Thomas A. Kiefer, MD

  • Board Certified Allergy, Immunology, and Pediatrics
  • Asst. Clinical Professor of Allergy, Immunology, and Pediatrics, The Ohio State University College of Medicine
  • Attending Physician, Nationwide Children’s Hospital, Section of Allergy and Immunology

Dr. Kiefer is an experienced allergy physician serving Columbus and central Ohio communities. He is also a dedicated teacher, instructing resident physicians from the Nationwide Children's Hospital and Grant Family Practice residency programs.
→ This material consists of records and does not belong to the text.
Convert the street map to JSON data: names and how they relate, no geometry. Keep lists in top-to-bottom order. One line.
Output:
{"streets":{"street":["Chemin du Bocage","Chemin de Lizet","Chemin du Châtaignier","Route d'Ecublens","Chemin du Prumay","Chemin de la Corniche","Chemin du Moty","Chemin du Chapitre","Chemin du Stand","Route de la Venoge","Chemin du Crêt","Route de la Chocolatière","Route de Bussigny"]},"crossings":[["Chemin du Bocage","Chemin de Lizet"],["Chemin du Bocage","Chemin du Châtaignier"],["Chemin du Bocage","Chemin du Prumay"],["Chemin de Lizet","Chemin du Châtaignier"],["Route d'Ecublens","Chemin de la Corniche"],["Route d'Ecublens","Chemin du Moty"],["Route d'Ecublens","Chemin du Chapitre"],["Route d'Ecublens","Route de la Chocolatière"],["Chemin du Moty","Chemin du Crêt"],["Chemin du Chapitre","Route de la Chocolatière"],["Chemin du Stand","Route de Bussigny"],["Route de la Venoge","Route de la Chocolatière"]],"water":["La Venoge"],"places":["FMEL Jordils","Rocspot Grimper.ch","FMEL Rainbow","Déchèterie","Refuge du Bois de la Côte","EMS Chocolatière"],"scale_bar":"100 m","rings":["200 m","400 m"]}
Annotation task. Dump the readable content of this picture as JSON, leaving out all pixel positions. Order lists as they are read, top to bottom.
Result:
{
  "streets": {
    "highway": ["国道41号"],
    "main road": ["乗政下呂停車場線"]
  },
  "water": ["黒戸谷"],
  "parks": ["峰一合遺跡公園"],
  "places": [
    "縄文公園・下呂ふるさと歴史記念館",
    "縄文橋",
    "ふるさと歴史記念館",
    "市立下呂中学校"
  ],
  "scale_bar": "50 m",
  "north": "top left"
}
We care for patients of all ages and are dedicated to providing expert and compassionate care for the diagnosis and treatment of allergic disorders including:
  • Allergic rhinitis (hayfever)
  • Asthma (wheezing)
  • Hives and Angioedema (swelling)
  • Anaphylaxis (severe allergic reaction)
  • Eczema and rashes
  • Sinus disease
  • Food and Drug allergy
  • Stinging insect allergy
  • Influenza (flu) vaccine and egg allergy
  • Immunodeficiency (recurrent infections)

Allergy Seasons: Winter

While many of us anticipate Winter for its festive holidays, the late Fall and Winter can be a very uncomfortable time of year for those with allergies and asthma. Allergy symptoms such as nasal congestion, sneezing and wheezing may never seem to end and may even worsen. Although the active pollen season may be over, you may still be exposed to pollens. Live evergreens collect windborne pollens in their branches throughout the year, and bringing a live cut Chistmas tree inside may also bring those pollens along with it. Try hosing off the tree before bringing it inside. Other common Winter allergens include dust, molds and animal danders. Closing the home and starting the furnace will decrease indoor humidity and increase the dust. Your furnace filter should be changed frequently and humidity adjusted to about thirty five percent. If you see condensation on the inside of your windows, the humidity is probably too high. Indoor wood burning fireplaces should be well-vented and ashes cleaned to reduce fumes and soot. The worst offender is cigarette smoke. Smokers naturally spend more time indoors during the Winter. Smoking should not be allowed in the home or car, especially if there is an asthmatic child in the home. Molds are plant-like organisms that reproduce by releasing spores into the air. Molds thrive outdoors in decaying vegetation and indoors in dark damp areas. Eliminating unwanted sources of water in the home such as in damp basements will reduce mold exposure. Animals brought inside during cold weather will increase the amount of animal dander in your home. The animal should at least be kept out of the allergic person’s bedroom and groomed by someone else.
The holidays also present special problems for those with food allergies, especially nuts. Nuts can cause severe allergic reactions and are frequently found in holiday cakes and candies. Let your child’s teacher know of any nut allergies that your child has. If your doctor has prescribed an Epi-Pen, review its use.
If you suspect that you have allergies, a board- certified allergist can best help you. Allergy testing is simple and painless. An accurate diagnosis will often prevent any unnecessary home and lifestyle changes, including purchasing expensive devices such as special vacuums which may be medically unnecessary.
There are a number effective medications for the relief of your allergy symptoms. Non-drowsy antihistamines are available without a prescription. Your doctor or pharmacist can help you choose. Nasal sprays containing either an antihistamine or a corticosteroid are effective and safe to use. Eyedrops such as Natural Tears are very useful to relieve eye dryness. If symptom relief from allergen avoidance and medication is not satisfactory, immunotherapy (allergy shots) prescribed by an allergist can be very effective in reducing allergy symptoms. Simple, practical allergen avoidance, reducing cigarette smoke, and the proper medication can make your holidays healthy as well as happy.